Sens. Barack Obama and John McCain are vying for the White House at a time when the financial and credit markets are in unprecedented crisis. The U.S. and other governments have moved to use public money to provide liquidity and shore up banks. With that much at stake, the candidates' positions on money issues are getting extra scrutiny.

"Economic issues have been absolutely paramount in this campaign," said Joel Slemrod, the Paul W. McCracken Collegiate Professor of Business Economics and Public Policy at Ross and the director of the Office of Tax Policy Research at the University of Michigan.

Joining Slemrod on the panel were Ross professors Thomas Buchmueller, Robert Van Order, and U-M economics professor James Levinsohn.

Taxing Questions

Sens. McCain and Obama differ greatly on tax policy. In general, McCain is emphasizing a business tax cut while Obama 's plan would have less tax revenue coming from middle-income taxpayers, Slemrod said.

Both would retain most of the tax cuts enacted by the Bush administration, but with some key changes. McCain proposes a bigger cut in the estate tax, cutting the corporate income tax from 35 percent to 25 percent, eliminating some oil and gas loopholes, and allowing individuals to choose between two different tax systems --- the current one or a simpler one without many of the deductions and credits.

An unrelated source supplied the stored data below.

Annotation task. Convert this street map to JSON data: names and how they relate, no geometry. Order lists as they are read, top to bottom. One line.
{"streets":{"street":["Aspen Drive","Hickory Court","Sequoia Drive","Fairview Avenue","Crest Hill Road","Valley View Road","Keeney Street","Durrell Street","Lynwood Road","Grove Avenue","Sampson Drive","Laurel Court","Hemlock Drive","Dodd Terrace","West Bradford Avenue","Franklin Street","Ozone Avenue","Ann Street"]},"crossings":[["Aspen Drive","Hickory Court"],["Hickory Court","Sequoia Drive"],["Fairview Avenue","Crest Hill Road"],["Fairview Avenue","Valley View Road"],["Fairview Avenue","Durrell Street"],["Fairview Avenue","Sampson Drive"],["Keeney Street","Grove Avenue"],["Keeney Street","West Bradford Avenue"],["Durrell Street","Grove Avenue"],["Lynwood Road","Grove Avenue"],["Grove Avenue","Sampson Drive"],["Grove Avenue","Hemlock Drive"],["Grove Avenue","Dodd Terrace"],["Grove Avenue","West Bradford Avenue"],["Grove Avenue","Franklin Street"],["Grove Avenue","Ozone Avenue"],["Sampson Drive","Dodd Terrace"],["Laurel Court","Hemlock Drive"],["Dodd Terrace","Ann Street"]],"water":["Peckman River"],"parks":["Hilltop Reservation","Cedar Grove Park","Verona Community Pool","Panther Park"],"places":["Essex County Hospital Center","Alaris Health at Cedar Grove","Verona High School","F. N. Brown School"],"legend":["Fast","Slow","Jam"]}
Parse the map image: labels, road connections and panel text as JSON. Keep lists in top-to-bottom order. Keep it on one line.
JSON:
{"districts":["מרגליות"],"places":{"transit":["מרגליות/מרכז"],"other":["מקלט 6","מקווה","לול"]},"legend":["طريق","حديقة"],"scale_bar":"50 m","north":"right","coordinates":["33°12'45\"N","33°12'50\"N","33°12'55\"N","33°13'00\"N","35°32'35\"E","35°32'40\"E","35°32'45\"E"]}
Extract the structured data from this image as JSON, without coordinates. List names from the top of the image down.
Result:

Obama would allow the Bush tax cut to expire for those making more than $250,000 a year and add several new tax credits aimed at low-income people and senior citizens. Obama also proposes to return the capital gains tax back to pre-Bush levels.

Both McCain and Obama recently tacked on new proposals to their respective tax policies due to the financial crisis. McCain has proposed that people aged 59 and older be able to draw money from retirement accounts and only pay a minimal tax rate. He also proposed cutting the capital gains tax from 15 percent to 7.5 percent.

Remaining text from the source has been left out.